Mr Besigye did not escape that treatment. Aged 18, he was in a Kampala hotel about to have dinner. Walking to the toilets, he stopped to talk to a former class mate.

A huge man lifted him up by the collar, slapped him hard across the face and sent him sprawling to the floor.

He said he never made it to the toilets, and never ate his dinner. He picked himself up and ran for his life.

Following the overthrow of Idi Amin, Dr Besigye - as he now was - became a member of the Uganda People's Movement of Yoweri Museveni.

The movement had little success in the 1980 election which saw the return of Milton Obote to power, and which is widely considered to have been rigged.

Dr Besigye told the East African newspaper that he did not immediately join Mr Museveni in the bush war.

But he was imprisoned for two months in the Nile Hotel in 1981, accused of working with the rebels, and tortured.

Death threats

Start Quote

I left in order to continue to be politically active rather than being behind bars or six feet under as had been threatened”

End Quote Kizza Besigye

Dr Besigye fled to Nairobi and in 1982 joined Mr Museveni in the bush, where he became his personal doctor.

Although rarely at the battle front, Dr Besigye was deployed in divisions which were sent into battle where he treated the casualties.

When Mr Museveni came to power, Dr Besigye, aged just 29, was appointed state minister of internal affairs and national political commissar.

These appointments shocked some who had been in the bush with Dr Besigye, as he had not been heavily involved in the political side of the bush war.

Some believe Dr Besigye's rapid rise led to him being viewed as a potential threat to the president, and as a result he was given less demanding work during the 1990s.

Dr Besigye rose to the rank of colonel in the army but did not retire from it until shortly before the 2001 elections - having written a document that accused the ruling National Resistance Movement of being undemocratic, dishonest and corrupt. It almost earned him a court martial.

A few months before the election, he emerged as a presidential candidate.

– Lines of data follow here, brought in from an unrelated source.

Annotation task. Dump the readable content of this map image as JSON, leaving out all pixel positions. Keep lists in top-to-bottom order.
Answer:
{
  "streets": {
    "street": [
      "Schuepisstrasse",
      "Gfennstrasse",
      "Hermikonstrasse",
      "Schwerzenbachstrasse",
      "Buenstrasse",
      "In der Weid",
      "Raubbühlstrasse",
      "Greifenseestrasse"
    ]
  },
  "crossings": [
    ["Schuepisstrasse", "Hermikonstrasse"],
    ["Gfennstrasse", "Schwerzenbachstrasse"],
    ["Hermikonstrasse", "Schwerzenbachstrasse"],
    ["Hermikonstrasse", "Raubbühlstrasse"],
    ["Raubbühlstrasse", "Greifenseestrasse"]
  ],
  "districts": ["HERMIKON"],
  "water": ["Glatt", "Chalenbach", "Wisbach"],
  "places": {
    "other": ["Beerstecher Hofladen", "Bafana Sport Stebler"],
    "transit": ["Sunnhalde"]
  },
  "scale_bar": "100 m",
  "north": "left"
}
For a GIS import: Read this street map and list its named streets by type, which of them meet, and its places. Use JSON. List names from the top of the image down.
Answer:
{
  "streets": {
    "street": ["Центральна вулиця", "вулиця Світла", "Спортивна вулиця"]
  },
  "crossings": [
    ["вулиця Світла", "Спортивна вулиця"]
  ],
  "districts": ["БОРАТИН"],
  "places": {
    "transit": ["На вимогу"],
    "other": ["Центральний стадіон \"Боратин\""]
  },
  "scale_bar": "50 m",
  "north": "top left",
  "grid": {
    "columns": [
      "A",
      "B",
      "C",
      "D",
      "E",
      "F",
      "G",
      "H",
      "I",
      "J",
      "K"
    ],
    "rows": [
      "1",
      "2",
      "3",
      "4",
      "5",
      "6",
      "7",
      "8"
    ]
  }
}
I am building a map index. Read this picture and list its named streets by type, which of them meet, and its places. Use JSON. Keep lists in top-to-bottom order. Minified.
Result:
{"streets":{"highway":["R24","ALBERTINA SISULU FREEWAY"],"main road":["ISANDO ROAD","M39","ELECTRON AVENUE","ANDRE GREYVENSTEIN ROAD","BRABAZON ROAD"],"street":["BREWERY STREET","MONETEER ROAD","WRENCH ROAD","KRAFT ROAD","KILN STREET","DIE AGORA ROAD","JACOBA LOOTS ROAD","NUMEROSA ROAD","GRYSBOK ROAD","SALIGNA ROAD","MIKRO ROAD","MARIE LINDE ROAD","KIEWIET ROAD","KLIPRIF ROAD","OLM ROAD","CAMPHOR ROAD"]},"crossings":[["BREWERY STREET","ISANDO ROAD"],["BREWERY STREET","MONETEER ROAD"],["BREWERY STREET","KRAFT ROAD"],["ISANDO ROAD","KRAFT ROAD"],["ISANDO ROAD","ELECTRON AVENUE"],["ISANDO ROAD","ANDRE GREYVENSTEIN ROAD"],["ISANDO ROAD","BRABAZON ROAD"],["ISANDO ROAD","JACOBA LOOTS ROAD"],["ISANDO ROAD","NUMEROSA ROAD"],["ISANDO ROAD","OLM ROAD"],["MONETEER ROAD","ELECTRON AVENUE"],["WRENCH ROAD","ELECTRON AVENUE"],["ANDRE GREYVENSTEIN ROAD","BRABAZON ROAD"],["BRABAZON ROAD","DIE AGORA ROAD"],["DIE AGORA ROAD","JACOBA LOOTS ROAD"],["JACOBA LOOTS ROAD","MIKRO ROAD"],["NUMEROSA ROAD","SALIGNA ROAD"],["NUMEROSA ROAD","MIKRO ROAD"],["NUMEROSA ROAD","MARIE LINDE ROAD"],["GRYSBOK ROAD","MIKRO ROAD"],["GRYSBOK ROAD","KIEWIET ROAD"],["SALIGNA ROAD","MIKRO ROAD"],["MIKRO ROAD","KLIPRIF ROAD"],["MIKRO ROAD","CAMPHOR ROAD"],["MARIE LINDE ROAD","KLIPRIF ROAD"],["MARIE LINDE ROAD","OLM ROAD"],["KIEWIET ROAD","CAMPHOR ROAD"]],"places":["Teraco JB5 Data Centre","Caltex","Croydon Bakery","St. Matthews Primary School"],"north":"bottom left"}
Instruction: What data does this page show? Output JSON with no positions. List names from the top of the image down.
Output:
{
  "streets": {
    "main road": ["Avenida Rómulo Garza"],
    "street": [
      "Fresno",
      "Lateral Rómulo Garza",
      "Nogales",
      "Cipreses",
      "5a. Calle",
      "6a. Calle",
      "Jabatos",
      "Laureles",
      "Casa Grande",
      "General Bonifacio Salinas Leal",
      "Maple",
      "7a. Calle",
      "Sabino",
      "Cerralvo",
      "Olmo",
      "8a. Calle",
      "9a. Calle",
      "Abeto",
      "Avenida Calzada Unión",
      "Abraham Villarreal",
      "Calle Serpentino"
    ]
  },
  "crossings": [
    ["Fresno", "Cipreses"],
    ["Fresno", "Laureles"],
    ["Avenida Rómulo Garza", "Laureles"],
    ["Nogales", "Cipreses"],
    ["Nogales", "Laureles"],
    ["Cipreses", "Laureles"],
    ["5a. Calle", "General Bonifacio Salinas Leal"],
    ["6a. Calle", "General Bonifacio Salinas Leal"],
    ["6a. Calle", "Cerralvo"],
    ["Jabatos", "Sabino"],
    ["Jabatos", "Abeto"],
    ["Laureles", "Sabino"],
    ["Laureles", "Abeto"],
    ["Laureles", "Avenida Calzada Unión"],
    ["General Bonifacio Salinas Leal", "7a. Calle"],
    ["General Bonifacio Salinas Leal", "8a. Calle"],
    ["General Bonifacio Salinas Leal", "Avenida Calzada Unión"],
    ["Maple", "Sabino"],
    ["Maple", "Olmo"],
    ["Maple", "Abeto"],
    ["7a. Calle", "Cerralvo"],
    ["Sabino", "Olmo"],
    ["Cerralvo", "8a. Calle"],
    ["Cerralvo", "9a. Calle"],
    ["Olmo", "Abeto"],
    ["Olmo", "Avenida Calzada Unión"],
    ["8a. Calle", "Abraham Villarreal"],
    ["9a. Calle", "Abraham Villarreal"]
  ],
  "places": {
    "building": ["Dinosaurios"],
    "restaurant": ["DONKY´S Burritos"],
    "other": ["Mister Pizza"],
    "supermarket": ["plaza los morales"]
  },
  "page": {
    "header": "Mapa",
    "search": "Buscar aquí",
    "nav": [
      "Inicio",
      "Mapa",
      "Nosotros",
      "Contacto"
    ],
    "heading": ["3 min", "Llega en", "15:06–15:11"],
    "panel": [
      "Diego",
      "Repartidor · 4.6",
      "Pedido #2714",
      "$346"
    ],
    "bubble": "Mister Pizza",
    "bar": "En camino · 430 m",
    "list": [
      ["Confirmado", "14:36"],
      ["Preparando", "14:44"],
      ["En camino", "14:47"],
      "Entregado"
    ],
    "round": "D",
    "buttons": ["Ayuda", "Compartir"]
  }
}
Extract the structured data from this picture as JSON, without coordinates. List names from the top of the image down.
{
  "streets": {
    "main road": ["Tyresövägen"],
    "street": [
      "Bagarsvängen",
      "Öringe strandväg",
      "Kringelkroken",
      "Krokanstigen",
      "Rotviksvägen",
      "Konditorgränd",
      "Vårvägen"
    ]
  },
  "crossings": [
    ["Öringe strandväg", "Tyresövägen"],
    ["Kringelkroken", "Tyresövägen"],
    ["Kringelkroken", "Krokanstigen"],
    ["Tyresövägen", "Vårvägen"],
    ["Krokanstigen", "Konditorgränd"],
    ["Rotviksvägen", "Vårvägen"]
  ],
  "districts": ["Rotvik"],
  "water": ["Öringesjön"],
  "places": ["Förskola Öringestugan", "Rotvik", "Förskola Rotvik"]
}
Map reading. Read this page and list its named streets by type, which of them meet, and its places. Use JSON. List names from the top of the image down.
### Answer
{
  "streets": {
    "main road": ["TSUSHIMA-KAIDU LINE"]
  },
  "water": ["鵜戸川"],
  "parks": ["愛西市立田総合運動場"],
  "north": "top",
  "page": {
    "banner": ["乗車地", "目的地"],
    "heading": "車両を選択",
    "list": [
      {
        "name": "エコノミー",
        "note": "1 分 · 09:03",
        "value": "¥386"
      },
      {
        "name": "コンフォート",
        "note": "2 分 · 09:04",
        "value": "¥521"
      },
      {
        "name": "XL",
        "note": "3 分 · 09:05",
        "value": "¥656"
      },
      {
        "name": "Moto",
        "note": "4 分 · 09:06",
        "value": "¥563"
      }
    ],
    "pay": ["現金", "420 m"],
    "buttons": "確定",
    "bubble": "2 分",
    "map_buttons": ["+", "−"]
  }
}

Military police watch supporters of Uganda's Forum for Democratic Change (FDC) Ugandan security forces have cracked down on FDC supporters

Having lost to Mr Museveni, he went to court and challenged the result on the grounds that the state had used force, intimidation and violence.

He lost the case on a split decision and then fled the country.

On his return in 2005 he said: "I left in order to continue to be politically active rather than being behind bars or six feet under as had been threatened."

After he returned to Uganda ahead of the 2006 elections, he was arrested and charged with both treason and rape.

The charges were later dismissed, but not until long after the polls and they obviously distracted him from campaigning.

The rape prosecution was dismissed as "crude and amateurish" but the treason charges hung over his head until 2010.

His lawyers unsuccessfully challenged the 2006 results, alleging widespread fraud. Dr Besigye won 37%.

The government says Dr Besigye has connections with a rebel group, and this accusation led to charges.

He denied any rebel link, although he has said he would not rule out going to the bush to battle the government if the constitution was overthrown and needed to be reinstated.

His critics see him as power hungry. But others praise him for standing up to authority.

Dr Besigye himself says his mission is "to work with millions of other Ugandans in bringing about a stable democratic and peaceful Uganda".